A drain known as the South Carl drain was constructed in the county of Midland in 1915. Assessments for the cost, aggregating $37,786.24, were made, one-half of which was to be paid in 1915 and one-half in 1916. The orders actually issued against the drain fund amounted to $38,533.24. Certain of the lands in the special assessment district were returned delinquent. They were offered for sale and bid in by the State. In February, 1921, they were deeded to the State by the auditor general, and have become State tax homestead lands. The drain fund has long since been exhausted, and the plaintiffs, who own two orders amounting to $850 issued for labor in the construction of the drain, insist on their right *Page 366 to have them paid out of the general fund. The defendant Aaron T. Bliss, who is county clerk, and defendant Henry W. Harrison, who is county treasurer, refused payment. Mandamus proceedings were begun against them in the circuit court. On the hearing the writ was granted. The defendants bring certiorari.
The plaintiffs' claim of right to payment out of the general fund is based on the provisions of Act No. 316, Pub. Acts 1923, as amended by Act No. 365, Pub. Acts 1925, and especially the second proviso in section 4, chapter 9, of the latter act.
The defendants contend that the act in question is unconstitutional for two reasons:
"(1) Act violates section 6, article 2, of the Constitution of Michigan and the Fourteenth Amendment to the Constitution of the United States, prohibiting the taking of private property without due process of law.
"(2) Act violates section 34 of article 5 providing that the legislature shall not audit nor allow any private claim or account, and section 9 of article 8 conferring on boards of supervisors authority to adjust all claims against their respective counties."

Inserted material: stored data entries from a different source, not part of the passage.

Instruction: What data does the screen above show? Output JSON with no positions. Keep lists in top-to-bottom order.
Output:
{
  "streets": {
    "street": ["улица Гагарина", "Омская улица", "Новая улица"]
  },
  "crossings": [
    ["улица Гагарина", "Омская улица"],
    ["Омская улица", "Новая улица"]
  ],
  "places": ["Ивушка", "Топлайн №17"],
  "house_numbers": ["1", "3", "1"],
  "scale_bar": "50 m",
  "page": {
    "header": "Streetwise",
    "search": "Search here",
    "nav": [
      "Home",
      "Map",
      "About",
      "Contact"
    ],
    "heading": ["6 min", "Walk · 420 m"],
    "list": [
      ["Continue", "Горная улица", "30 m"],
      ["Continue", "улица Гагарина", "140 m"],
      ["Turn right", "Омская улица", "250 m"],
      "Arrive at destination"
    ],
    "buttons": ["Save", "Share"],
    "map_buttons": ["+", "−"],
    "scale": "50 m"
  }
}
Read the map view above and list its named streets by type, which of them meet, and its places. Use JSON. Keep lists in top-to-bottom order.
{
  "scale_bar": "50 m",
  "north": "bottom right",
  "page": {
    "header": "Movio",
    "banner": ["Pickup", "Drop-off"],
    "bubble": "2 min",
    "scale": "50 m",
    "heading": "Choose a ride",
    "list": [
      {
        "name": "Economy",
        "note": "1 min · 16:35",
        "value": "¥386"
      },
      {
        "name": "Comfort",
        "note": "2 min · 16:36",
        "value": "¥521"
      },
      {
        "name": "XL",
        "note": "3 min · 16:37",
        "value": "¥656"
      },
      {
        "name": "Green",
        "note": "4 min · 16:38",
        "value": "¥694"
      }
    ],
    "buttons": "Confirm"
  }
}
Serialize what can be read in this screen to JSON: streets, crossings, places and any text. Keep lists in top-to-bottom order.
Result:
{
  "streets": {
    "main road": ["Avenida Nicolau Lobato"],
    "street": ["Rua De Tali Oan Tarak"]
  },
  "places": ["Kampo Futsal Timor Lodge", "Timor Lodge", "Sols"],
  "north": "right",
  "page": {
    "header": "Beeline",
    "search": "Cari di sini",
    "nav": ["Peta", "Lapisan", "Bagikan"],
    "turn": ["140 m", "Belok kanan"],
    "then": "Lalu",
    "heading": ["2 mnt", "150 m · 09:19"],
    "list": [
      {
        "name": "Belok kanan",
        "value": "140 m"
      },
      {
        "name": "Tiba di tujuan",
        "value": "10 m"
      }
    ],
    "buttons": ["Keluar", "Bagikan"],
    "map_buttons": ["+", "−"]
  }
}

A brief reference is necessary to the history of the amendment on which the plaintiffs base their right of action. Act No. 64, Pub. Acts 1921 (Comp. Laws Supp. 1922, § 4922), amended Act No. 142, Pub. Acts 1919, by adding a proviso, the applicable part of which reads as follows:
"Provided further, That the holder of such order may, if he so desires, have the right to require payment thereof out of any moneys in the general fund of the county treasury that may be available, if the drain fund is insufficient for such purpose because of delinquency in the payment of drain taxes after the lands on which the said taxes shall become delinquent have been offered for sale. In any such case where payment is made by the county treasurer out of the *Page 367 general fund, any and all delinquent drain taxes received by said treasurer thereafter shall be credited to the general fund until the same is reimbursed."
In 1923 the legislature, by Act No. 316, attempted to codify the drain law. In doing so, probably by oversight, it omitted the above proviso. The legislature of 1925, by Act No. 365, apparently undertook to restore it. Some one blundered with the punctuation, and consequently the meaning is not as clear as that of the first amendment, but it is conceded by the parties here that the second proviso found in section 4 of chapter 9, Act No. 316, Pub. Acts 1925, was intended to read the same as that of Act No. 64, Pub. Acts 1921.
We have referred to the prior statutes of the drain law because the amendment in question, which was then in the act of 1921, was considered by this court in Moore v. Harrison,224 Mich. 512. There, as here, it was contended that the act violated the constitutional provisions which prohibited the taking of private property without due process of law. In that case it was held that the act did not impose a tax on the county, that it was constitutional and within the power of the legislature to enact. It is true that in Moore v. Harrison the validity of the statute was sustained on the theory that in advancing money from the general fund to pay delinquent assessments the county would be reimbursed. The court said:
"The intent of the legislature was, we think, clearly apparent. There was no purpose to impose a tax on the county at large to aid in the construction of a particular drain. Under the proceedings taken, the lands specially assessed would be benefited to the amount of the assessment. There was no presumption that they would be abandoned by the owners by reason thereof. The intent, as evidenced by the language of the act, considered in the light of its other provisions, was simply to require the county to advance out of its general fund sufficient sums to *Page 368 retire any orders then unpaid, reimbursing itself when the lands delinquent were either redeemed or sold."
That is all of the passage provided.